I am building a workflow flow that monitors RSS feeds with the goal of pulling IOCs from websites and from github in order to search my environment for the IOC domains, IP, hashes, etc.
I am able to get the URLs for the web pages that have the IOCs from the RSS XML, but the Get URL plugin is not pulling the page down. I am running into a wall of how to actually pull the content so ExtractIt can extract the IOCs.
I was wondering how others are doing this since using the Get URL does not appear to be the right plugin for this.

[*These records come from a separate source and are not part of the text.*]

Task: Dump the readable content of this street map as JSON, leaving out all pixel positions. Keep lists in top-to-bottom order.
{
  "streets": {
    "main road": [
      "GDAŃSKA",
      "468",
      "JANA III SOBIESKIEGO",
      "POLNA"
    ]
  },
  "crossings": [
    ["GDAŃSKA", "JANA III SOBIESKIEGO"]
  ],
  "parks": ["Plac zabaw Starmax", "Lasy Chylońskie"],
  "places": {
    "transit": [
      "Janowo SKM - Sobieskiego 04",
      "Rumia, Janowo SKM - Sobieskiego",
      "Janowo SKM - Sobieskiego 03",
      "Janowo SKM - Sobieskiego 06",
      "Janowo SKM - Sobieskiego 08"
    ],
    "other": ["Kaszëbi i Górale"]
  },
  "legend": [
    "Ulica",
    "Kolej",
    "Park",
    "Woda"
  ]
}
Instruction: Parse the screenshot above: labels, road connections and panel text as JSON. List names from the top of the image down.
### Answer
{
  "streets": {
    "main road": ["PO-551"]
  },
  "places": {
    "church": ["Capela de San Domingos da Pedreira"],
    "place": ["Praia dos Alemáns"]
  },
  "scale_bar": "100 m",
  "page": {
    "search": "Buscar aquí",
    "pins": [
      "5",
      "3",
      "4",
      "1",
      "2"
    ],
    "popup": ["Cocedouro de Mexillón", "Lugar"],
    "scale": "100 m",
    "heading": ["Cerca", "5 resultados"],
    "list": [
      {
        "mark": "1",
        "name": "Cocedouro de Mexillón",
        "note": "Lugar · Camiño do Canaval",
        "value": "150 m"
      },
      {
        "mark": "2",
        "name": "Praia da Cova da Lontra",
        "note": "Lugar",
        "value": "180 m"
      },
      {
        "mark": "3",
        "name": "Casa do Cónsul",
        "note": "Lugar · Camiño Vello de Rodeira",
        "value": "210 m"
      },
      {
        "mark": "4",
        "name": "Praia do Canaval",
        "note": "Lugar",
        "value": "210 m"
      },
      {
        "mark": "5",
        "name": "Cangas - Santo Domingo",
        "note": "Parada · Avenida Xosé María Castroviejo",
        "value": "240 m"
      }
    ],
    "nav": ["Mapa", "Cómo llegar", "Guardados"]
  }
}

Here are two examples of the pages that I want to extract the IOCs from:
The Get URL plugin outputs the contents of the URL in base64 format in the “bytes” field. You have to base64 decode it and then run the Extractor plugin to extact IOCs.
I tested this out. Here’s the output from my workflow. The extractor plugin cannot extract the IOCs from the list because the URLs/domains in the IOC list are defanged (putting around “.”].

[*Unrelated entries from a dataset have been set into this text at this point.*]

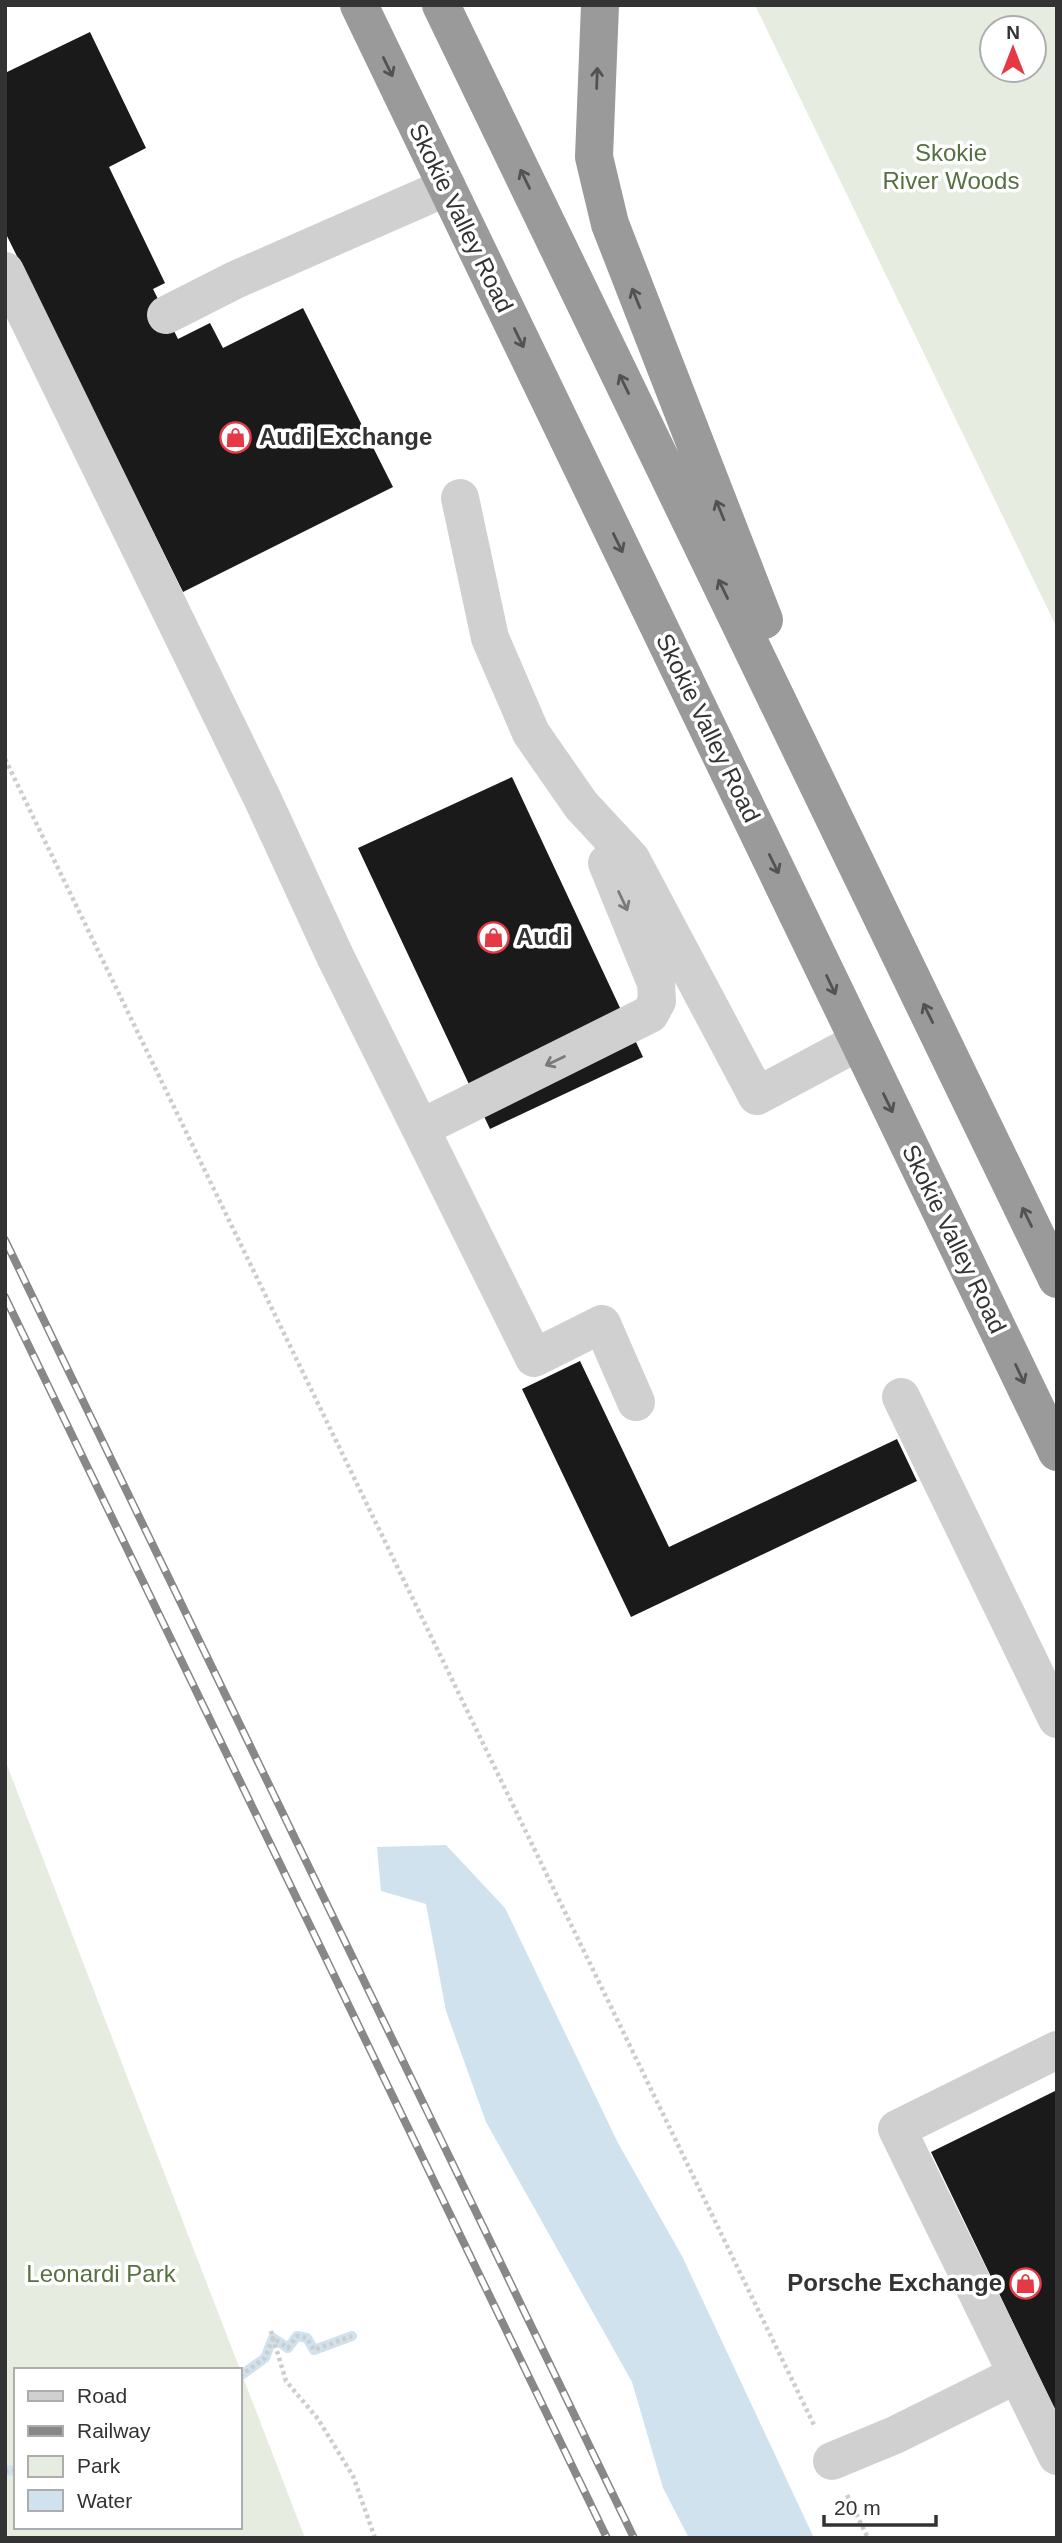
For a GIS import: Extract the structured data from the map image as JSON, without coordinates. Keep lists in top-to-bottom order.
{
  "streets": {
    "highway": ["Skokie Valley Road"]
  },
  "parks": ["Skokie River Woods", "Leonardi Park"],
  "places": {
    "shop": ["Audi Exchange", "Audi", "Porsche Exchange"]
  },
  "legend": [
    "Road",
    "Railway",
    "Park",
    "Water"
  ],
  "scale_bar": "20 m",
  "north": "top"
}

Also there seems to be some issue with the Get URL plugin. If you try to pull the same URL twice, as I was doing it while testing, the plugin errors out. I looked at the code and there seems to be some caching implemented. It might not be implemented correctly.
Yes this is the workflow I am using : Get-URL → Decode → ExtractIt (for IOC)
And yes “rapid7/Get URL:2.0.1. Step name: get_file expected string or bytes-like object” is the error I received as well. I observed that the plugin works when the URL is called the first time. If you call the same URL twice, this is when the error pops up.